By Simon Allan and Ellie Marsh
A little known marine mammal found in northwest Mexico has been gaining global press attention for weeks now – and for good reason. The vaquita – a small porpoise known as the “panda of the sea” due to the distinctive black circles around its eyes – is on the verge of extinction. With less than 30 vaquitas left in the wild, a new Dalberg authored report for WWF finds that the vaquita could become extinct by the middle of 2018, without immediate action to curb illegal fishing and wildlife trafficking.
The vaquita population has been decimated in recent years, falling by 90% since 2011. The vaquitas’ decline has been accelerated by the world’s growing demand for fish which has led to increased use of gillnets, among other unsustainable and often illegal fishing practices. Gillnets, which are hung vertically in the sea to catch fish by their gills, have been adopted by fishers to increase their catch size.

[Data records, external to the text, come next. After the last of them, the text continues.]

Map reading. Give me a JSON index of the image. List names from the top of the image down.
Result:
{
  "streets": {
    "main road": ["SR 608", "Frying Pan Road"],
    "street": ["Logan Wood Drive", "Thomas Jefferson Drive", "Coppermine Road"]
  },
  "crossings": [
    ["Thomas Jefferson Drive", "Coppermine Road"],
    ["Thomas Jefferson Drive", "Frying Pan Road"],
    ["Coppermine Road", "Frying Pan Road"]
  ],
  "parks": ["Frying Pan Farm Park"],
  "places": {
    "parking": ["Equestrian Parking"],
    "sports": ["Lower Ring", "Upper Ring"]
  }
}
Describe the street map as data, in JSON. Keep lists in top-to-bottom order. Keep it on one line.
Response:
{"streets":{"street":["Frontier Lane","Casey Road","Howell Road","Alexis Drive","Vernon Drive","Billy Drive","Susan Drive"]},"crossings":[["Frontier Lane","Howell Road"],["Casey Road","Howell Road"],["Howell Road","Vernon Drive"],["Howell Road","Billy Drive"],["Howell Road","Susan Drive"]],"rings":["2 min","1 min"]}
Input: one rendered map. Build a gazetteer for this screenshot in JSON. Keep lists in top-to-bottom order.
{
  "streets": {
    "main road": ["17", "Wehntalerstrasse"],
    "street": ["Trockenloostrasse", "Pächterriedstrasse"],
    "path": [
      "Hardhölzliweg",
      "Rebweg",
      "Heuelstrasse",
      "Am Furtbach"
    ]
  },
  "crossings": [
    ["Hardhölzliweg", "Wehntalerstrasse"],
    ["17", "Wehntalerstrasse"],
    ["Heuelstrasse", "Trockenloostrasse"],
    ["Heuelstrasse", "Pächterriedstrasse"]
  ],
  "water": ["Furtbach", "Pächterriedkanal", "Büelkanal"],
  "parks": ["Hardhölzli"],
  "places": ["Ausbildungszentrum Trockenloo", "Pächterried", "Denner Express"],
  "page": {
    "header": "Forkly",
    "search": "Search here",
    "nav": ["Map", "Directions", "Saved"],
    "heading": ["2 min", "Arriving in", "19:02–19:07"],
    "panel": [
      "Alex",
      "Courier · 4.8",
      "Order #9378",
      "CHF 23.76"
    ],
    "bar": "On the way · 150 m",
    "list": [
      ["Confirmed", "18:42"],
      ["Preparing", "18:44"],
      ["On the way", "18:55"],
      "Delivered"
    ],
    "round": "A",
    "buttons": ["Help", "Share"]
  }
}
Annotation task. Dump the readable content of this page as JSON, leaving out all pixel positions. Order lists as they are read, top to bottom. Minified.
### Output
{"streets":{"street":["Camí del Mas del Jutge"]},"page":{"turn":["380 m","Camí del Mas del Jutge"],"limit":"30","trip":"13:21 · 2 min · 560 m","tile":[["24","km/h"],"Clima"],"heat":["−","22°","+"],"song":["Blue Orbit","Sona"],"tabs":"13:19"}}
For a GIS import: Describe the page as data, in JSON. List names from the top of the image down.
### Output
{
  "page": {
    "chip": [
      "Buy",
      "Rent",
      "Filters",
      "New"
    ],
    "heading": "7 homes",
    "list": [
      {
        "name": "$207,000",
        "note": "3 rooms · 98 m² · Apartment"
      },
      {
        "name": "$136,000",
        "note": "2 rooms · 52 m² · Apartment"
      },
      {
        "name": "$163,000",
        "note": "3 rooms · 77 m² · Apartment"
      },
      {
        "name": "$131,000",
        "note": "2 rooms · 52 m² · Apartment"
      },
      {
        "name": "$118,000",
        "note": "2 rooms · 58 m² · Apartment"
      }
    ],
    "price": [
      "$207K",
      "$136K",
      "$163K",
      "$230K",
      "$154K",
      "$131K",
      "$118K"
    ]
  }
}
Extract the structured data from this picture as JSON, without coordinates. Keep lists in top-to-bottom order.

But gillnets and associated practices hugely increase the unintentional bycatch of other species. In particular, the vaquita has been a bycatch victim of illegal fishing for totoaba – a fish whose swim bladder is highly prized in Asian markets not only for traditional medicine but also as a Chinese delicacy. Despite gillnets being temporarily banned in Mexico in 2015, the decline of the vaquita has continued due to illegal fishing.